The floor of his Mediterranean-style villa was covered with half-read books on topics such as “soft power,” cultural diplomacy and intercultural relations. He was nearly finished his doctorate at the London School of Economics; its topic, “The Role of Civil Society in the Democratization of Global Governance Institutions,” would prove to be darkly ironic.
But at the time, he was golden: Saif and his foundation had organized Libya’s renunciation of terrorism, its apology for the Lockerbie bombing and its compensation for the victims. He opened Libya’s state-run oil industry to international participation. He allowed groups such as Amnesty International to enter his country and issue critical reports.
“If they are accusing us of lacking democracy in Libya, I have no problem with this. I like this,” Saif told me. “Even criticism of human rights in Libya is a positive thing, and I will support them, I will join them.”
But even then, he flared with rage at the suggestion that torture still took place in Libya, and angrily dismissed the possibility that there could be political parties in his country: “Why do we have any need for parties?” he asked, echoing his father’s traditional defence of his dictatorship. “We have individuals. And we have tribes. Tribes are parties.”
Still, he maintained the façade of democratic credibility through the rest of the decade. At the end of 2009, a Human Rights Watch official declared that the younger Mr. Gadhafi was among the human-rights “loudmouths” who were part of the country’s “forces of reform,” and the organization reported that he was “open to listening to criticism of [Libya’s]human rights record” after Saif’s own human-rights organization had openly criticized his father’s record of torture and imprisonment.
In 2009, he reformed Libya’s prison system, freeing Mohammed Busidra, the only survivor of the 1996 massacre in which his father’s forces had slain 1,200 Islamist prisoners. (The families of the massacre’s victims would be the main actors behind this year’s Libyan uprising).
But all along, nothing seemed quite right.
His democracy and human-rights initiatives rarely went anywhere. His dissertation proved to have been heavily plagiarized.
In retrospect, it was clearly all a bid for self-preservation.
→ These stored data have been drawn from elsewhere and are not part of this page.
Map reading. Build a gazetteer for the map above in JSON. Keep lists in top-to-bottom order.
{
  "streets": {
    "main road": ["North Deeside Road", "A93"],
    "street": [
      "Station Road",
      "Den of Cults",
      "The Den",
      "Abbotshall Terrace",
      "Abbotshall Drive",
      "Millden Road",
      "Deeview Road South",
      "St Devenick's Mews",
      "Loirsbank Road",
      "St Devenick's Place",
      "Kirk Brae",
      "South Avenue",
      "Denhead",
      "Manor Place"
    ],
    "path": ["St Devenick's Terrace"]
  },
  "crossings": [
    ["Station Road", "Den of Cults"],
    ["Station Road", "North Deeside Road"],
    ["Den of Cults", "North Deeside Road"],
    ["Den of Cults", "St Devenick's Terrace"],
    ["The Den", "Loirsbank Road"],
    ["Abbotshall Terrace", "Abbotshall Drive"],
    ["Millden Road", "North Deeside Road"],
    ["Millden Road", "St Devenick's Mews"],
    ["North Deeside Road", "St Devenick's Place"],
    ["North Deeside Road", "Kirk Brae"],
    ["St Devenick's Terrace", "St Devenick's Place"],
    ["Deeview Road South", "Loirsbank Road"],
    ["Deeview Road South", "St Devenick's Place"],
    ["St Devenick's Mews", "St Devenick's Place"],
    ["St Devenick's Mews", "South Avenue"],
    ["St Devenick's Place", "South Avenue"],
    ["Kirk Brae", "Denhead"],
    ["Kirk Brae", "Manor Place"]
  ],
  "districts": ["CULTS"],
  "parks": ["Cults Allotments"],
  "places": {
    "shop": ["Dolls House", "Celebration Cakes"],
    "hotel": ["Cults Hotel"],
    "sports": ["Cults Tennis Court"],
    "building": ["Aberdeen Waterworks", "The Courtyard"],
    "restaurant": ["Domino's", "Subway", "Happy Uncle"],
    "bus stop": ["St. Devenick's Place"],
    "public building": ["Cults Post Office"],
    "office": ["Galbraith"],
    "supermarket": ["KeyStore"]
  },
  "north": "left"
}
Saif wanted to have credibility, influence, famous friends and glamorous meetings in the capitals of the West and the Middle East, while at the same time maintaining his status as heir to the throne and his source of lavish profits stolen from the Libyan people by raiding their oil revenues and taking side-payments for commercial contracts. He could pave over the paradox of this position by using the language of careful, gradual reform. A better Libya was always in the future.
In the end, faced with the sudden prospect of rapid and real reform, it became all too clear where his genuine loyalties lay. As he faces trial, he will have a far harder time squaring that circle and explaining why his lofty words amounted to so little.